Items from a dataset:
++++++++++

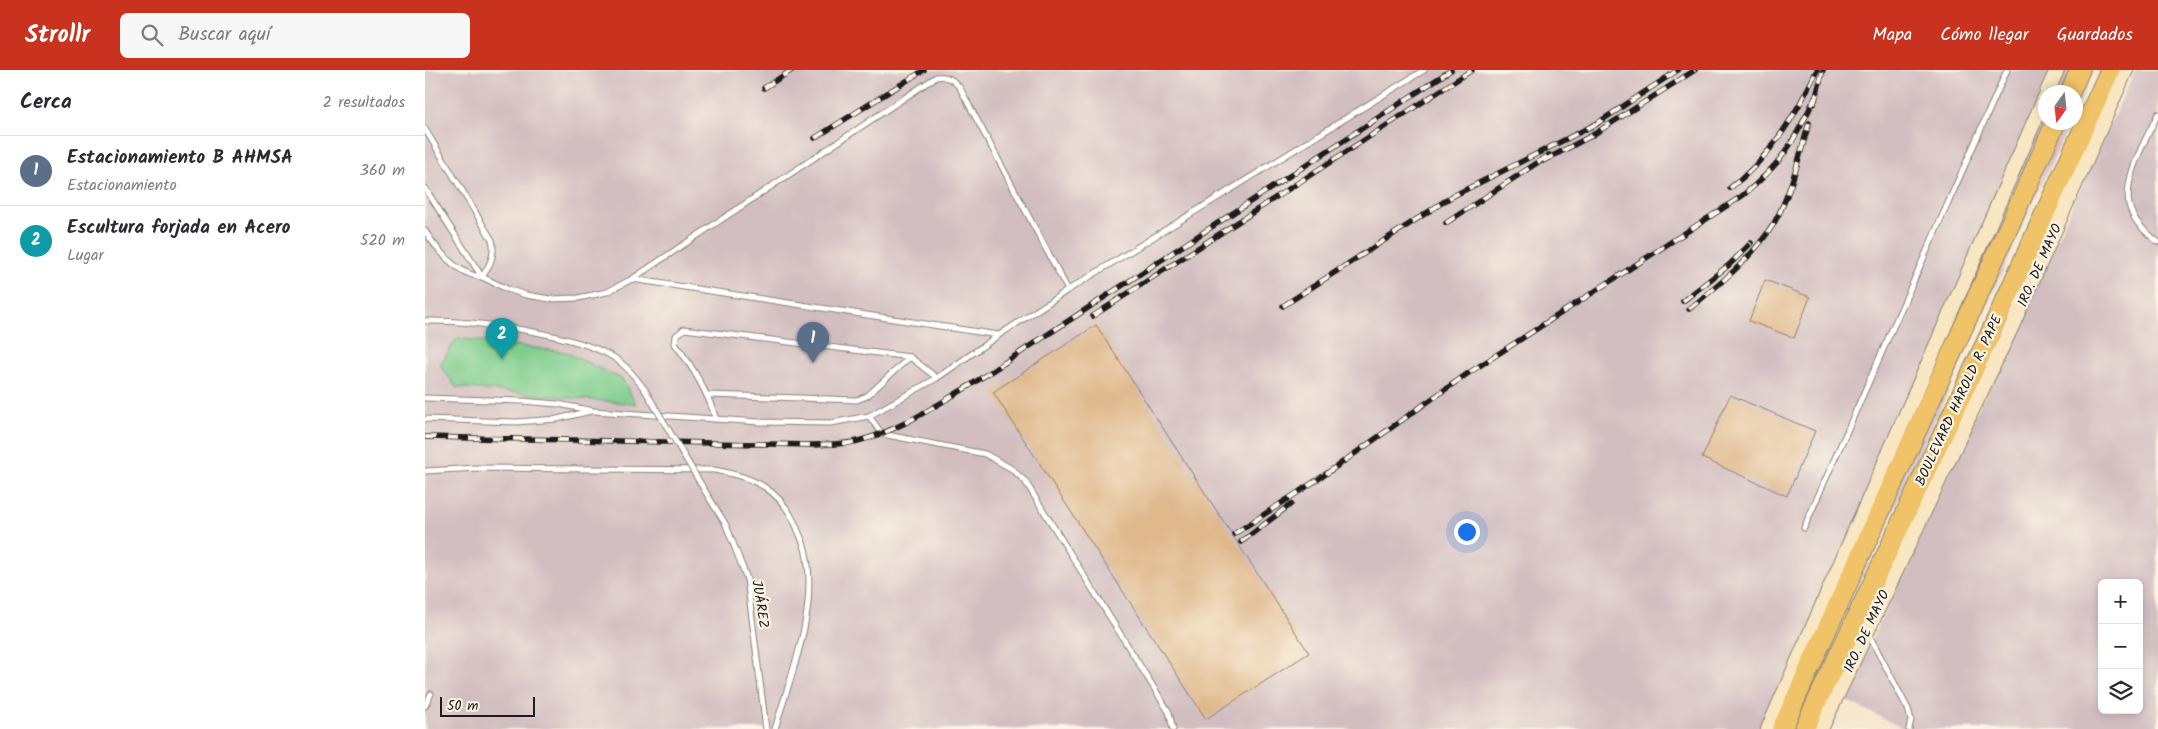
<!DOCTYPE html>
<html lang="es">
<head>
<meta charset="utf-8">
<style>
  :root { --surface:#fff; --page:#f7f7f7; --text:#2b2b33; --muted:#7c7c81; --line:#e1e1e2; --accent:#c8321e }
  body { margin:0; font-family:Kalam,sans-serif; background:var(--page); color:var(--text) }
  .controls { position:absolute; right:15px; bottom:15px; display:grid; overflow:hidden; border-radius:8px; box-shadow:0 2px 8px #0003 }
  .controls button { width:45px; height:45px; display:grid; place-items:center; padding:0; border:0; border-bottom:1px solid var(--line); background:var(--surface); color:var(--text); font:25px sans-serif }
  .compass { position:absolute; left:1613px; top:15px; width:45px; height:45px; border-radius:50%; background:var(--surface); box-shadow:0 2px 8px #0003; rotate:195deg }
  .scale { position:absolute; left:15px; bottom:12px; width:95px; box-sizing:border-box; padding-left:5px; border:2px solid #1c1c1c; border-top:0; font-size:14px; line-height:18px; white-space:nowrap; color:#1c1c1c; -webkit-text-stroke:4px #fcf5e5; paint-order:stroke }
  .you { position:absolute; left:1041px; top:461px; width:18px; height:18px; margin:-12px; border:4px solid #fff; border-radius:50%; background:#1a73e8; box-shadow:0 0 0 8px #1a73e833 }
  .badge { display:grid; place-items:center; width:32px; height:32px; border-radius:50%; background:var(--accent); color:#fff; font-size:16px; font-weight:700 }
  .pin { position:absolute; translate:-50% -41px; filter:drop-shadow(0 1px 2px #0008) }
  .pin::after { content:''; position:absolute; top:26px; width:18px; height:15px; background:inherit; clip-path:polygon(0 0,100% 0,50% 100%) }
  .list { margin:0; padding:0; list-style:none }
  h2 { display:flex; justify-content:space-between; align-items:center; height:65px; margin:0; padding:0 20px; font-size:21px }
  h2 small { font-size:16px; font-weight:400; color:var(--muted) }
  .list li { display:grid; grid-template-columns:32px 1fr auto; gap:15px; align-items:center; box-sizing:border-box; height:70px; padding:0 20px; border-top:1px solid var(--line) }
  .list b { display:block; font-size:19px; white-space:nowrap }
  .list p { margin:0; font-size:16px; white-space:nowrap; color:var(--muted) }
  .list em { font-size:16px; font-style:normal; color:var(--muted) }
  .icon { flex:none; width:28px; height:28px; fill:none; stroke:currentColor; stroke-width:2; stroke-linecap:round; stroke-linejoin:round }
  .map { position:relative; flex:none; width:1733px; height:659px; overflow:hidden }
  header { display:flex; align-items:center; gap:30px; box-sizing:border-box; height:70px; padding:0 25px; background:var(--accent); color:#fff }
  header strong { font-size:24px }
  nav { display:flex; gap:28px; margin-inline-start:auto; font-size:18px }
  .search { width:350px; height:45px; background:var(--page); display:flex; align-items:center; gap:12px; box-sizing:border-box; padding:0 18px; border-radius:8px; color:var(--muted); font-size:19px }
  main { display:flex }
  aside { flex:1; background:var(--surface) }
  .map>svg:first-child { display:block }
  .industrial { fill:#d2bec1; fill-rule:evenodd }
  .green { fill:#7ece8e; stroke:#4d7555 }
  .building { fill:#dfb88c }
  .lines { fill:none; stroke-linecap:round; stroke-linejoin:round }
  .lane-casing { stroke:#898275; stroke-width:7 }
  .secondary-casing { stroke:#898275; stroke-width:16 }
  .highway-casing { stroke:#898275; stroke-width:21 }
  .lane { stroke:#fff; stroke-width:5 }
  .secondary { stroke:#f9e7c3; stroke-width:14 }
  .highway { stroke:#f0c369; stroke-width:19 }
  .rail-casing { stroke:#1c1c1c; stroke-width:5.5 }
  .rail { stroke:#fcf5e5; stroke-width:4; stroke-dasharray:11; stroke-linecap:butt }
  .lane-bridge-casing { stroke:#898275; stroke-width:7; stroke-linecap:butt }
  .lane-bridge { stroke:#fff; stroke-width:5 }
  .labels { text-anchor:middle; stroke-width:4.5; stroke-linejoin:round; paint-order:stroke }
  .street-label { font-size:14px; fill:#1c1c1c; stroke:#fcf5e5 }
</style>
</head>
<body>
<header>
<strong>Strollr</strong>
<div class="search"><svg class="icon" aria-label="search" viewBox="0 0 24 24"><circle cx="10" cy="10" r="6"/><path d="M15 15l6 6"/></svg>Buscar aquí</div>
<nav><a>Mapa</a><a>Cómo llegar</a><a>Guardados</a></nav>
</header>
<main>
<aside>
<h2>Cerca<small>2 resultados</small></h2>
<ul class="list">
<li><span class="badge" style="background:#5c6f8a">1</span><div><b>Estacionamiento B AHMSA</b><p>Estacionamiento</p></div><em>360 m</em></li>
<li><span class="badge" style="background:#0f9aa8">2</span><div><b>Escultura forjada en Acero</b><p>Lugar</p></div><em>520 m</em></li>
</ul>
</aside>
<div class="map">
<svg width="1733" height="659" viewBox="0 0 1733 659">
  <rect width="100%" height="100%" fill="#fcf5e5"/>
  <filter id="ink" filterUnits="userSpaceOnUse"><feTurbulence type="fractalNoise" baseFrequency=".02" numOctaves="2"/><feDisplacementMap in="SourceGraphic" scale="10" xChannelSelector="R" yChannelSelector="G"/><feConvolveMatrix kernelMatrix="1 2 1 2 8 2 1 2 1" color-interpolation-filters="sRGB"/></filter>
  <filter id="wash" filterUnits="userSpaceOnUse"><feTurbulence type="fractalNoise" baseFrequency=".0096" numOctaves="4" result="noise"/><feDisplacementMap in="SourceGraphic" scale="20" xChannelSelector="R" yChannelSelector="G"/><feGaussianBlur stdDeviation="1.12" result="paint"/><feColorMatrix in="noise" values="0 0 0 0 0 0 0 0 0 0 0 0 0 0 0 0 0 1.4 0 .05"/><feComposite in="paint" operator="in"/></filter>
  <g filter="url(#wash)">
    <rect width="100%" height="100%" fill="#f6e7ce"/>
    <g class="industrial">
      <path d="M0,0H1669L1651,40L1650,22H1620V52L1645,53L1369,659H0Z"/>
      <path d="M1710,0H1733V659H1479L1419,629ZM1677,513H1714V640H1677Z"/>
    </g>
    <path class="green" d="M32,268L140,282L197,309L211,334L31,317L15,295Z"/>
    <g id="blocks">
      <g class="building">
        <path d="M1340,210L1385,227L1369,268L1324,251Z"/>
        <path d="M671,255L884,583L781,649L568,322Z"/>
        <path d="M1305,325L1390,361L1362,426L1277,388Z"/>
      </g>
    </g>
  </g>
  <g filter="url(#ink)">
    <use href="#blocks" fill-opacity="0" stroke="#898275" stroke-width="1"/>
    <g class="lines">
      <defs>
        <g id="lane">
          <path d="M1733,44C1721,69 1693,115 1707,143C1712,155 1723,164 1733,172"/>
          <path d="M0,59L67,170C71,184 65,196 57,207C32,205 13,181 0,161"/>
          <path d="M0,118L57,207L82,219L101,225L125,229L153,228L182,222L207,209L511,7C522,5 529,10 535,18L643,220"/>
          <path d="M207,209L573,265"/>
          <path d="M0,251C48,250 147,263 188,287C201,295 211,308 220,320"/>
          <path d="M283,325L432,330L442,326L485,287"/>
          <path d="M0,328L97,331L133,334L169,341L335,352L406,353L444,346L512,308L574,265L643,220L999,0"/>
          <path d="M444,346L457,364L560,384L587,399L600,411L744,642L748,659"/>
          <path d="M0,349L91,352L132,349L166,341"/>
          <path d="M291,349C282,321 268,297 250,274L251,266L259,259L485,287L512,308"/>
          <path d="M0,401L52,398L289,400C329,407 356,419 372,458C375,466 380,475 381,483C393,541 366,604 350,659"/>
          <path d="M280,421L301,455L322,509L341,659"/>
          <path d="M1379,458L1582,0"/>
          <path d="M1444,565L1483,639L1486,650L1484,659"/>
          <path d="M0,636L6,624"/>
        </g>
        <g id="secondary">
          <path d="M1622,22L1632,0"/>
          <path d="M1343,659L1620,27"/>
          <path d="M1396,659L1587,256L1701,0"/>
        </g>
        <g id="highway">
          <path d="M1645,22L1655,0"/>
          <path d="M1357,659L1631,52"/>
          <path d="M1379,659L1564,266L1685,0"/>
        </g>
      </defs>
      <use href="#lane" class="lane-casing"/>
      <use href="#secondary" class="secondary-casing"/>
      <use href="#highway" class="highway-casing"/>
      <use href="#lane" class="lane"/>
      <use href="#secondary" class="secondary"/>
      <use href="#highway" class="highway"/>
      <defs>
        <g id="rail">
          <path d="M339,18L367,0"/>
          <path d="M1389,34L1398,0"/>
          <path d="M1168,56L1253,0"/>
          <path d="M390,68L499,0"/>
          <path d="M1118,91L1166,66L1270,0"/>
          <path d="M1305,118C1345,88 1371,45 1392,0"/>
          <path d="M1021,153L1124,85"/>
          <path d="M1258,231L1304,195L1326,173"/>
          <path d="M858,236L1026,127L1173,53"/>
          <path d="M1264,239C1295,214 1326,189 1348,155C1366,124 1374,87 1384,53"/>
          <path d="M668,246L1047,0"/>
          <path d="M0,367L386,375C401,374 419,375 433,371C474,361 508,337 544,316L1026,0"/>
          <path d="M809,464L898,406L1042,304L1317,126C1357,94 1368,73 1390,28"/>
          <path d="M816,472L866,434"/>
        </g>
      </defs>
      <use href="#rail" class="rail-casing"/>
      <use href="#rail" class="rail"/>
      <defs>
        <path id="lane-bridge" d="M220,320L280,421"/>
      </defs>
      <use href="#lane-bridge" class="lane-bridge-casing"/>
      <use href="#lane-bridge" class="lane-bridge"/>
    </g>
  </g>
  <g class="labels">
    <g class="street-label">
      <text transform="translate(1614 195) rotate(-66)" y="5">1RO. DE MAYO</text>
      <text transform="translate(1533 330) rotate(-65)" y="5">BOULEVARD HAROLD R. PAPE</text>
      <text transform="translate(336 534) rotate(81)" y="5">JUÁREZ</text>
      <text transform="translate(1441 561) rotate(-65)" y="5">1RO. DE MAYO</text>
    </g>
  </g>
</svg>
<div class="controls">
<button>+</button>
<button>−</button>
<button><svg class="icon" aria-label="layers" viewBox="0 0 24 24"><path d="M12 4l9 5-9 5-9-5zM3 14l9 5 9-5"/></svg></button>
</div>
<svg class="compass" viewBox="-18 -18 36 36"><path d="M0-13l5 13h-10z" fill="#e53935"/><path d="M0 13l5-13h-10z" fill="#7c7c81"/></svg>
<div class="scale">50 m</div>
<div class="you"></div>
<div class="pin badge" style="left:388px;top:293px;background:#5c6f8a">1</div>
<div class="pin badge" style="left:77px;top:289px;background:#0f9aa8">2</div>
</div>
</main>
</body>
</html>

++++++++++

**What is needed**
Extract, word for word, each line from the top of the data down to and including the line with "margin:0; font-family:Kalam,sans-serif; background:var(--page);"; skip the pictures.

**Exercise answer**
<!DOCTYPE html>
<html lang="es">
<head>
<meta charset="utf-8">
<style>
  :root { --surface:#fff; --page:#f7f7f7; --text:#2b2b33; --muted:#7c7c81; --line:#e1e1e2; --accent:#c8321e }
  body { margin:0; font-family:Kalam,sans-serif; background:var(--page); color:var(--text) }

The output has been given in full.